Nuclear Regulatory Commission payment of "added factor" to Department of Energy for employee administrative costs included in charges for performing research authorized under the Energy Reorganization Act of 1974 Appropriations/Financial Management Appropriation Availability Amount availability Amount determination Computation Interagency agreements Department of Energy (DOE) is authorized to include 3.2 percent "added factor" for departmental administrative costs in charges currently paid by Nuclear Regulatory Commission (NRC) to DOE for research performed on reimbursable basis by DOE on behalf of NRC under section 205(c) of Energy Reorganization Act 1974, 42 U.S.C. Sec. 5845(c). Appropriations/Financial Management Appropriation Availability Amount availability Amount determination Computation Interagency agreements There is no clear statement in Energy Reorganization Act or its legislative history that section 205(c) of the act requires NRC or DOE to limit elements of costs to be included in NRC's reimbursements for research performed under the act by DOE for NRC. Appropriations/Financial Management Appropriation Availability Amount availability Amount determination Computation Interagency agreements Provisions in 1978 interagency agreements contemplate pricing will omit "added factor" and will accord with DOE's current general pricing policy, which today includes added factor charges. Now policy is consistent with GAO recommendations, with statutory requirement that NRC reimburse DOE for research services, and with fundamental agreement of DOE and NRC that DOE pricing policy governs pricing of DOE charges for services to NRC.

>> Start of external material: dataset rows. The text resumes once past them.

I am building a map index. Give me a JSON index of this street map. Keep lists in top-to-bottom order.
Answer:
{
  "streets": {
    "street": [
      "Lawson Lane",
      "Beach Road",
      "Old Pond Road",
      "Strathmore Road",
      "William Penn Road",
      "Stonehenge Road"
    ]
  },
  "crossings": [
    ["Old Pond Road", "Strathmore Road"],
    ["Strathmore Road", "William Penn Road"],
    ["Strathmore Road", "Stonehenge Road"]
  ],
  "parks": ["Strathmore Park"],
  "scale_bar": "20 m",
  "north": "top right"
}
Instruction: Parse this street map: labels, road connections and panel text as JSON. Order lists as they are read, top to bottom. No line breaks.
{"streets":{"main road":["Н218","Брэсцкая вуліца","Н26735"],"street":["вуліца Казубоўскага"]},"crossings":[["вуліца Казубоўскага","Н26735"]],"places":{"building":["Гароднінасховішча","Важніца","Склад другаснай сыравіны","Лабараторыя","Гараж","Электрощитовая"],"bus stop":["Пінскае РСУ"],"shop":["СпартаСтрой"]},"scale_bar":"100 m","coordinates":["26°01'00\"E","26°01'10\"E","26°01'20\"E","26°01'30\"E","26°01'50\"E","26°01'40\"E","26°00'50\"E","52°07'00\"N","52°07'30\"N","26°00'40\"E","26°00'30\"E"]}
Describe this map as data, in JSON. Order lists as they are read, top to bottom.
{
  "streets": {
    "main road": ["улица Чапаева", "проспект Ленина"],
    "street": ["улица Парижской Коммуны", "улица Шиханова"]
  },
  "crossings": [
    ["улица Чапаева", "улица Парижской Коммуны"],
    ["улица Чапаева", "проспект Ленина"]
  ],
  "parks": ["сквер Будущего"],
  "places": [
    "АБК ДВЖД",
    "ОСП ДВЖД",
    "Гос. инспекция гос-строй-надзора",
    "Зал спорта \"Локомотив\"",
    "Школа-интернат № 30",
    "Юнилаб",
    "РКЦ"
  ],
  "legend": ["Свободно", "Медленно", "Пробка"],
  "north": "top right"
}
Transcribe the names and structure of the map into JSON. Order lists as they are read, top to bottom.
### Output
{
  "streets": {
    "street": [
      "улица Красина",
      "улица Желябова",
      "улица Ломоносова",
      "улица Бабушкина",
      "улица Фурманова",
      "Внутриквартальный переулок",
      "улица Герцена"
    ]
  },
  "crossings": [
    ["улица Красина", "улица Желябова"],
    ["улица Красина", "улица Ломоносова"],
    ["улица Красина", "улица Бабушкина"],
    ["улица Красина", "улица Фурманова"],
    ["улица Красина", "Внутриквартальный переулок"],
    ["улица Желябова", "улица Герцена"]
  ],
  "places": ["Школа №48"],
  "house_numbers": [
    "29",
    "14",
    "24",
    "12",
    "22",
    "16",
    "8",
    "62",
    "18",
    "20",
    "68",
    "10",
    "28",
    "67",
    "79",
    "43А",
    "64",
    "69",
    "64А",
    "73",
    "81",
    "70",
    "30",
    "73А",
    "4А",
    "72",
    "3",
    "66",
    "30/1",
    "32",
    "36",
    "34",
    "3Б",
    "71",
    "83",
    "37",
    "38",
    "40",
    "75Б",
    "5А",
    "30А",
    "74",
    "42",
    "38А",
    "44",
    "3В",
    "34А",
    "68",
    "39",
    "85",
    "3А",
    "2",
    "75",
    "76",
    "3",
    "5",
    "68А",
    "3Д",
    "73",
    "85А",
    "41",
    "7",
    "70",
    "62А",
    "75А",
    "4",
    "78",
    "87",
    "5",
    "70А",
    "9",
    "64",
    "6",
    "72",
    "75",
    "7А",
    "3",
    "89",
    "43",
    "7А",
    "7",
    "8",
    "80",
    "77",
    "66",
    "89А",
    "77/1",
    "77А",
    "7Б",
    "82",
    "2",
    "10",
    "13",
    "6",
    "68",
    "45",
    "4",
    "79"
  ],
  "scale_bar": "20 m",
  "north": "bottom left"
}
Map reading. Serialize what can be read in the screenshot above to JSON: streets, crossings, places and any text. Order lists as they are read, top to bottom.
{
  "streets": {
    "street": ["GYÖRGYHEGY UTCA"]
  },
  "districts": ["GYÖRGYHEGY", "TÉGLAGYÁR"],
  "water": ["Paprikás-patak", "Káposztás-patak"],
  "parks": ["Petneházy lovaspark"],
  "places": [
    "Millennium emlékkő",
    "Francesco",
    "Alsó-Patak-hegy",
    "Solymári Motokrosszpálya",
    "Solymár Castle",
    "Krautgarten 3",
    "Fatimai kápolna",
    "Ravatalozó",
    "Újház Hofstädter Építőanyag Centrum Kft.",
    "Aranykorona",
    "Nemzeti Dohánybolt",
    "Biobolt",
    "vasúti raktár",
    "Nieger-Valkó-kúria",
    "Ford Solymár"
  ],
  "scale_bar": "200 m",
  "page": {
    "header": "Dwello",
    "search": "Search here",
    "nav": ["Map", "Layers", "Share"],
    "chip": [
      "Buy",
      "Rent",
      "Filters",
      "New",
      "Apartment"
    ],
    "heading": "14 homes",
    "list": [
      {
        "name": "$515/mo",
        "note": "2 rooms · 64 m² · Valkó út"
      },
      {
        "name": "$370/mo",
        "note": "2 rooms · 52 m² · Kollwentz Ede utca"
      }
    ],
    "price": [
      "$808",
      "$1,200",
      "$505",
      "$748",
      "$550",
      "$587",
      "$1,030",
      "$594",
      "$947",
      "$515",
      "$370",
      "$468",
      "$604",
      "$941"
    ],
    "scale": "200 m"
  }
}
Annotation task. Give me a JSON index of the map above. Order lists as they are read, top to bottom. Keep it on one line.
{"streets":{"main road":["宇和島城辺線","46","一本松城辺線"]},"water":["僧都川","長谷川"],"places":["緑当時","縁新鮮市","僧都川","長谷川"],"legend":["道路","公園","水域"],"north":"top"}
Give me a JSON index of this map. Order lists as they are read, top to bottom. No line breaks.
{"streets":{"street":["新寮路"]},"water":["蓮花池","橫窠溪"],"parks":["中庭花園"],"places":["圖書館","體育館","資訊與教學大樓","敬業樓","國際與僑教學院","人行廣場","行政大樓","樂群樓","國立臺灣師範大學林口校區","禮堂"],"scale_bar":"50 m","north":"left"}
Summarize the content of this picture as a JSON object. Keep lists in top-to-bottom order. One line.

DECISION The Deputy Chief Financial Officer/Controller of the Nuclear Regulatory Commission requests a decision on the propriety of the inclusion of certain costs in the charges currently paid by the Nuclear Regulatory Commission (NRC) to the Department of Energy (DOE) for research performed by DOE on behalf of NRC under the Energy Reorganization Act of 1974.

Since the beginning of fiscal year 1992, DOE has included in its charges for performing work for other federal entities, including NRC, a 3.2 percent "added factor" to recover DOE general and administrative costs and other support costs associated with this work, including employee administrative or overhead costs allocable to activities such as reviewing and monitoring non-DOE work. NRC contends it is exempt from this "added factor" because section 205(c) of the act, and the terms of a 1978 DOE-NRC Memorandum of Understanding and a 1978 Interagency Agreement on Budget, Funding, and Financial Management Responsibilities, give NRC special status when placing work at DOE facilities. For the reasons discussed below, we conclude that DOE's recovery of the "added factor" from NRC is not legally objectionable.

BACKGROUND

The Energy Reorganization Act of 1974, Pub. L. No. 93-438, 42 U.S.C. Sec. 5801 et seq., reorganized and consolidated various energy-related functions of the federal government in two new entities: the Energy Research and Development Administration (ERDA) and an independent Nuclear Regulatory Commission. ERDA was to be responsible for policy planning, coordination, and management of research and development programs in all areas of energy, including those in the field of nuclear energy formerly performed by the Atomic Energy Commission.[1] NRC retained the licensing and related regulatory functions, and nuclear safety research responsibilities of the former Atomic Energy Commission.

Under the act, NRC is authorized to contract for research necessary to the performance of its functions, and to obtain requested research services from DOE and every other federal agency on a reimbursable basis. To this end, section 205(c) of the act, 42 U.S.C. 5845(c), specifically provides:

"(c) The Administrator of the Administration and the head of every other Federal agency shall--

"(2) furnish to the Commission, on a reimbursable basis, through their own facilities or by contract or other arrangement, such research services as the Commission deems necessary and requests for the performance of its functions; . . . ." (Emphasis added.)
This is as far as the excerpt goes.